▶ [WORK INSTRUCTIONS]
Every line in the material below that includes "them" should be copied.

SOURCE RECORDS below:

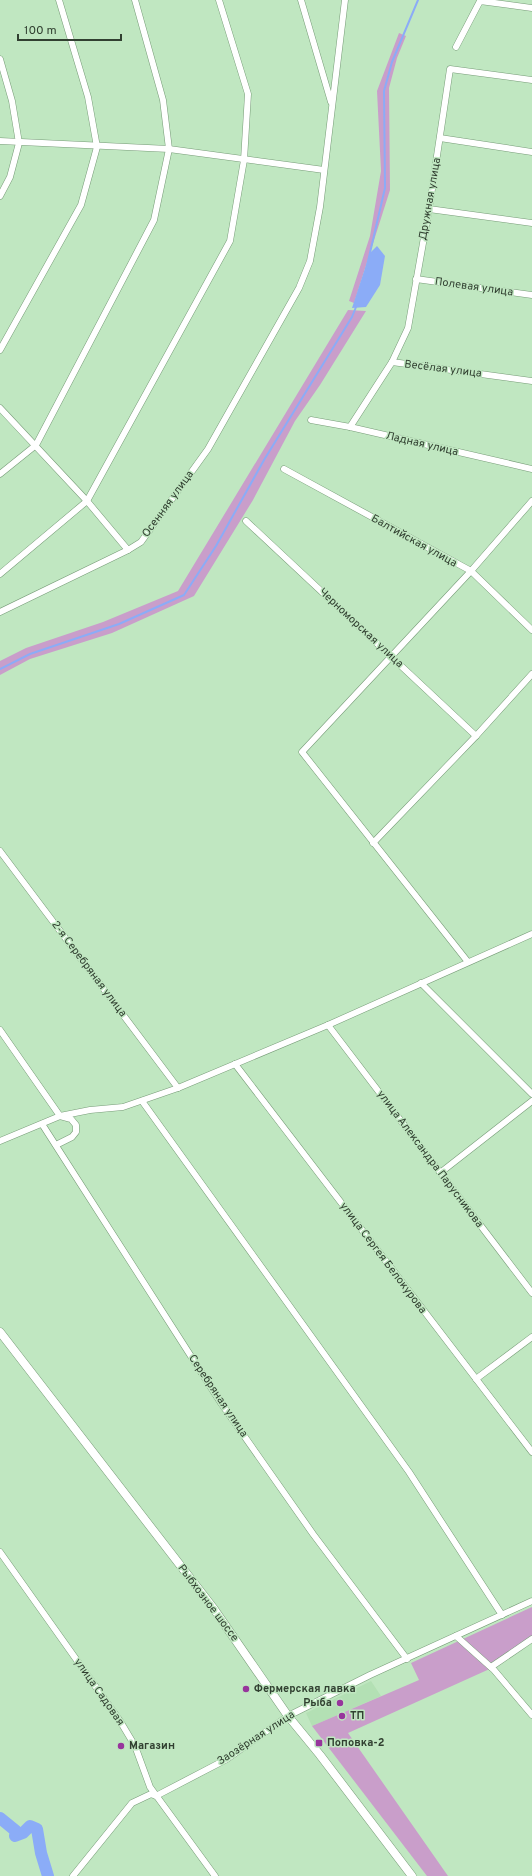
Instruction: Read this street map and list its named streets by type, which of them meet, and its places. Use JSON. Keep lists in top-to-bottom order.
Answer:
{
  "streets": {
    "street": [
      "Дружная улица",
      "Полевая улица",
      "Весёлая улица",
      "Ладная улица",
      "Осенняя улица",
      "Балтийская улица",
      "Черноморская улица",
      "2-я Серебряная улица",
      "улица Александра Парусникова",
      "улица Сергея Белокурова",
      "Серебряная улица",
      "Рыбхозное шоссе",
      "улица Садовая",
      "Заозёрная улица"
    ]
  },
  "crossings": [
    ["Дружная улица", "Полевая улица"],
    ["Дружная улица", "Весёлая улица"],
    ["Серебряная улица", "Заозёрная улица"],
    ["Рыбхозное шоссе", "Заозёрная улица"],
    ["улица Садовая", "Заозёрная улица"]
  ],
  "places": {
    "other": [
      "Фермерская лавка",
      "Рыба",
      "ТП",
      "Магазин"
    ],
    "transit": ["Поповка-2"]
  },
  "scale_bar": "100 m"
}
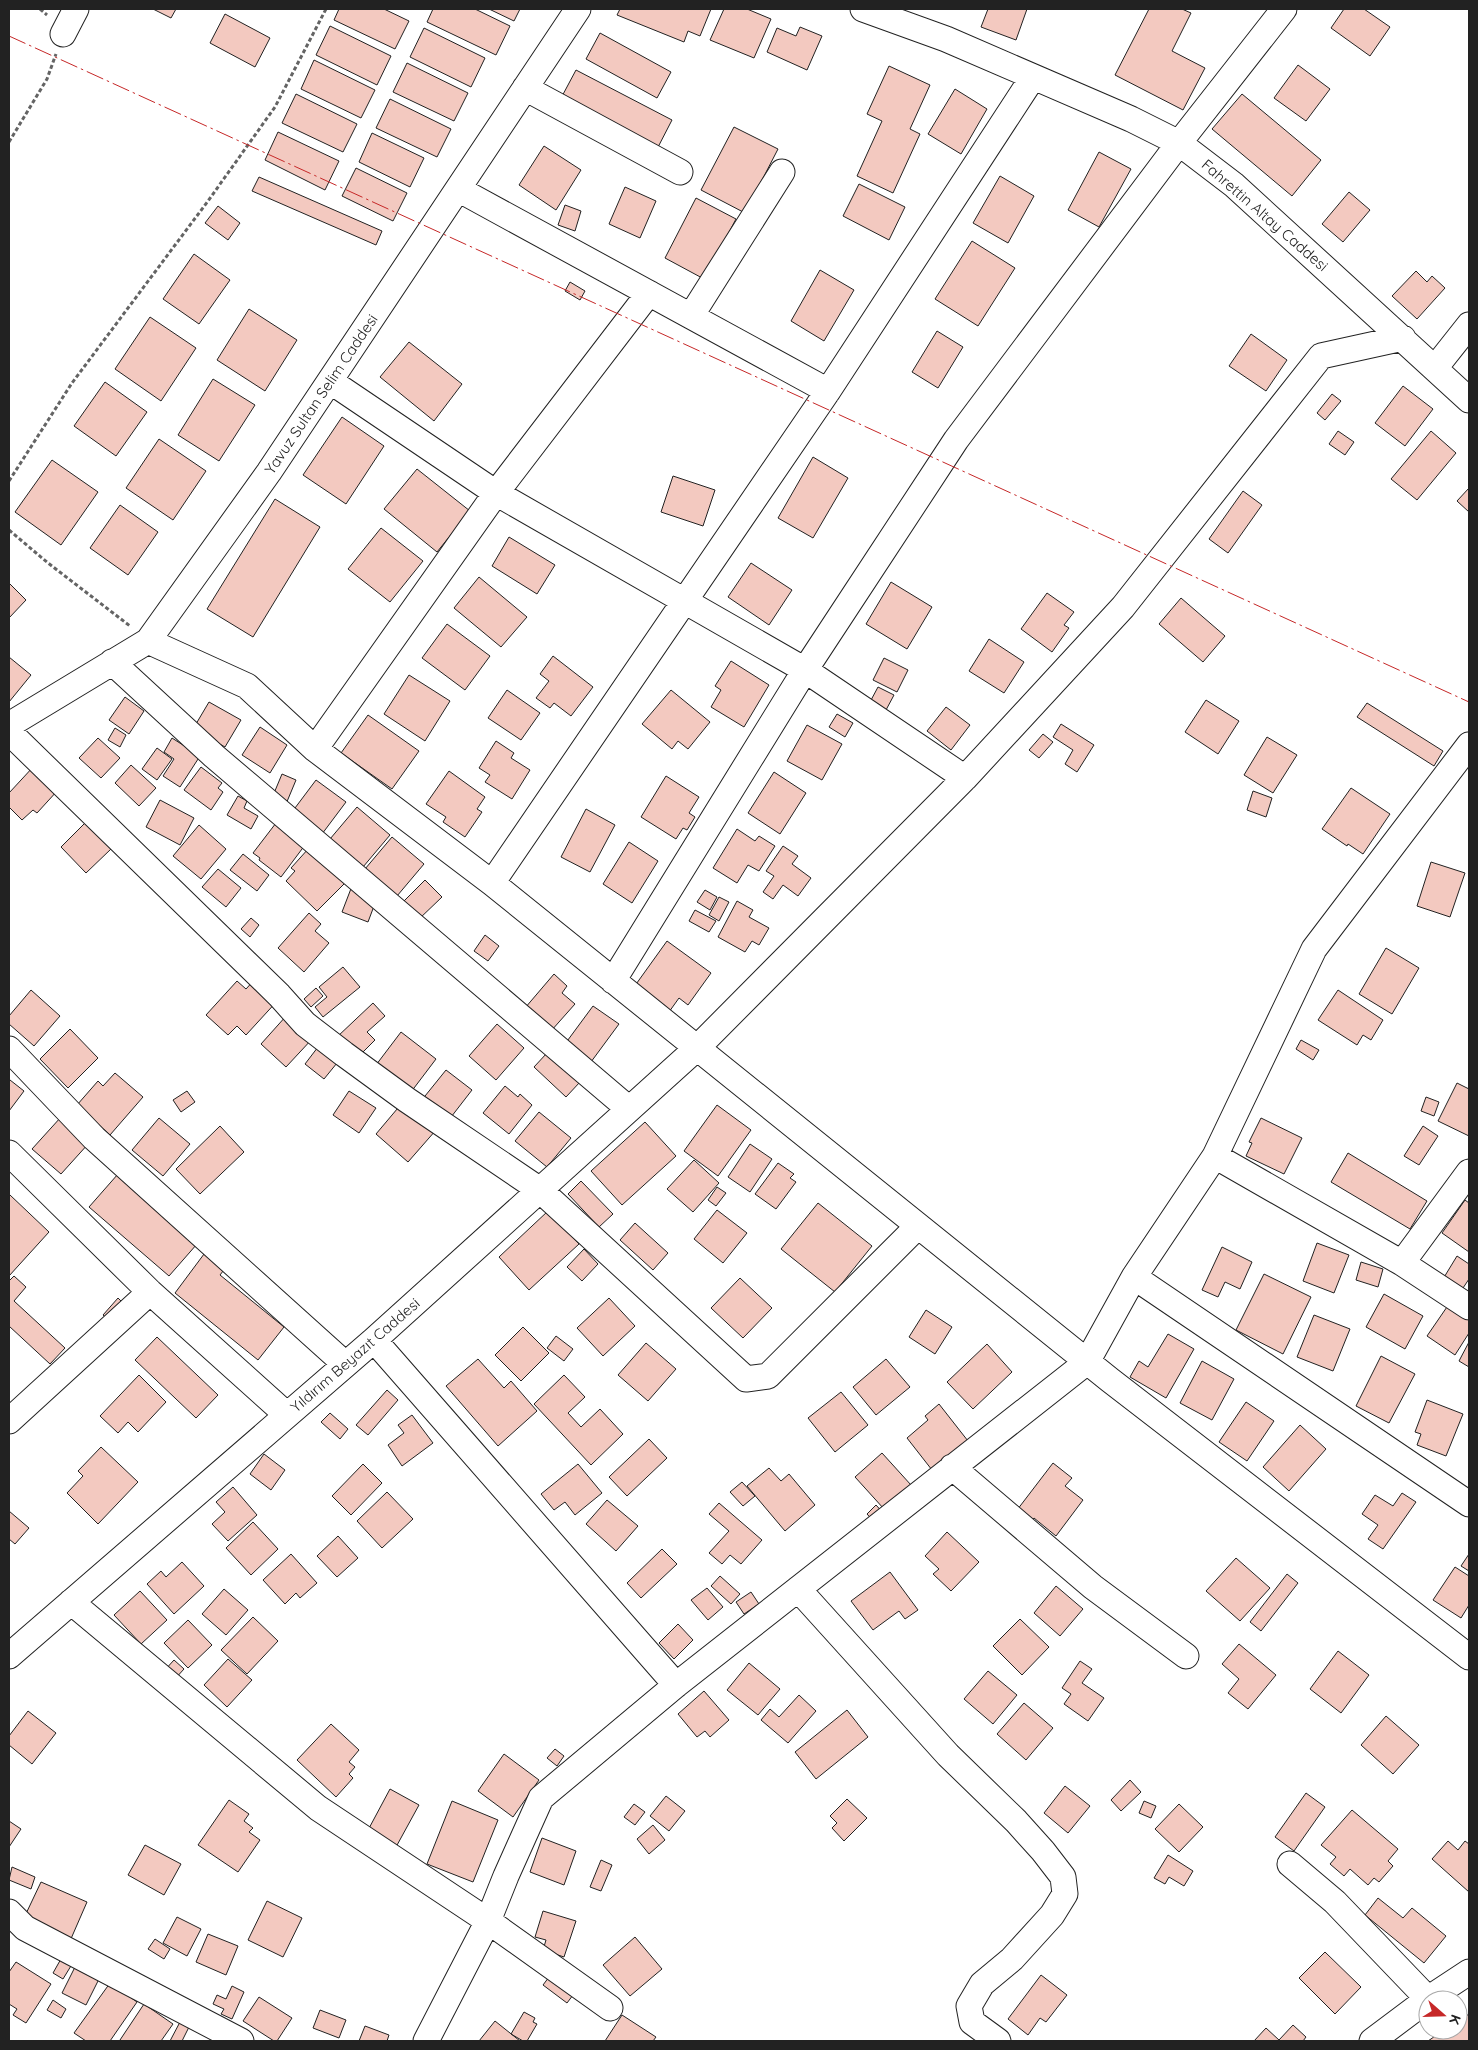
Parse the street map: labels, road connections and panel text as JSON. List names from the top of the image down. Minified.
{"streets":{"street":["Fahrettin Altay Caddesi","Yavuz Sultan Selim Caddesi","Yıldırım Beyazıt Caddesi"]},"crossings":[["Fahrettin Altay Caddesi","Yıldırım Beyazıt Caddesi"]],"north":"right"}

End of SOURCE RECORDS.
SOURCE RECORDS below:

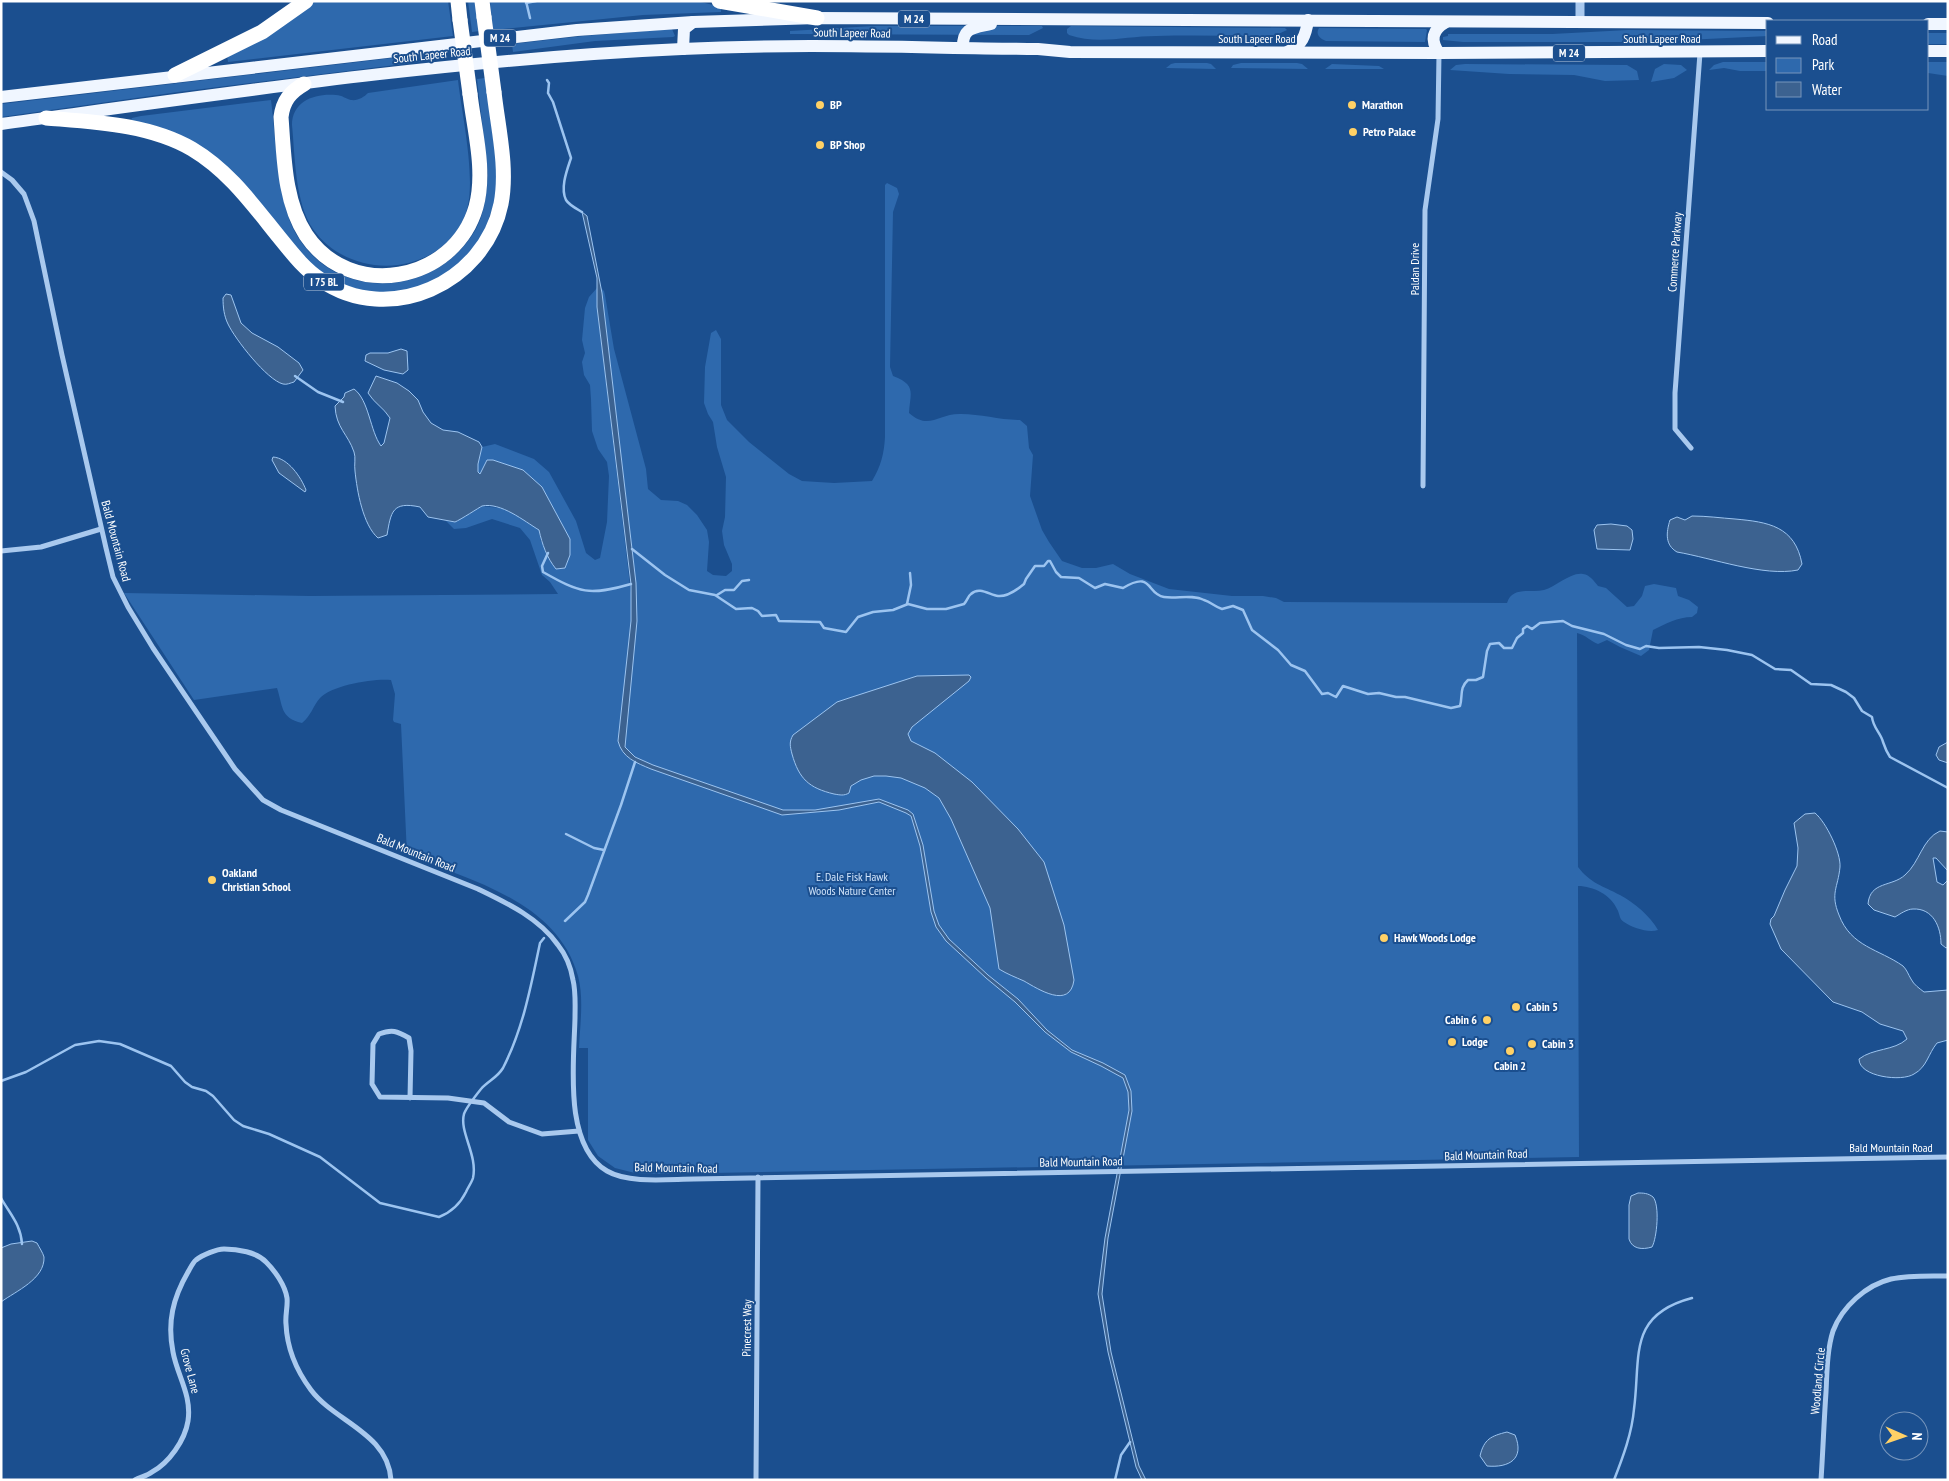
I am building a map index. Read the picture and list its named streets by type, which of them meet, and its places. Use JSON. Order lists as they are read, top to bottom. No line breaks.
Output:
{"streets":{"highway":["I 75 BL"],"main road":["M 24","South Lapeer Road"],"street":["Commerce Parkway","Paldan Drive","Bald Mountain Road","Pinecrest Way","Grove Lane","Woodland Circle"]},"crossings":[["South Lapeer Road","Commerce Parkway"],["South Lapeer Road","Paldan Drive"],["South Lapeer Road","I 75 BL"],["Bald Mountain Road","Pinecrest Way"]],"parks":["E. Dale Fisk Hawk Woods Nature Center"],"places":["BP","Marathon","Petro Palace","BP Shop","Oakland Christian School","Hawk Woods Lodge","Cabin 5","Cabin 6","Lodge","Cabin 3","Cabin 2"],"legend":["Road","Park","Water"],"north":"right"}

End of SOURCE RECORDS.
SOURCE RECORDS below:

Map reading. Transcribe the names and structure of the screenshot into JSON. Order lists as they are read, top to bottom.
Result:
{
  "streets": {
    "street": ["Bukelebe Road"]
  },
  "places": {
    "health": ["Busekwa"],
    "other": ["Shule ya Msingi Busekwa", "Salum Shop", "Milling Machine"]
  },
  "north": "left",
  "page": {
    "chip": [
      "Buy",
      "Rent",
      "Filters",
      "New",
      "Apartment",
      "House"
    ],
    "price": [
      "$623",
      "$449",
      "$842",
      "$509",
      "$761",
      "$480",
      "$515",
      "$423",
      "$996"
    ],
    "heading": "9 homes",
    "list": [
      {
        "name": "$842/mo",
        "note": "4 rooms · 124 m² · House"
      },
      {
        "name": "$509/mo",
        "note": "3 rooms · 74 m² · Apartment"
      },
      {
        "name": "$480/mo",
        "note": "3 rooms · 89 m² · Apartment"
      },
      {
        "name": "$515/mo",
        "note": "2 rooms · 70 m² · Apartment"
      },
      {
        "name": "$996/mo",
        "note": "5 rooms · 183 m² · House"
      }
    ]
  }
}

End of SOURCE RECORDS.

▶ [RESULT OF THIS TASK]
Instruction: Read this street map and list its named streets by type, which of them meet, and its places. Use JSON. Keep lists in top-to-bottom order.
I am building a map index. Read the picture and list its named streets by type, which of them meet, and its places. Use JSON. Order lists as they are read, top to bottom. No line breaks.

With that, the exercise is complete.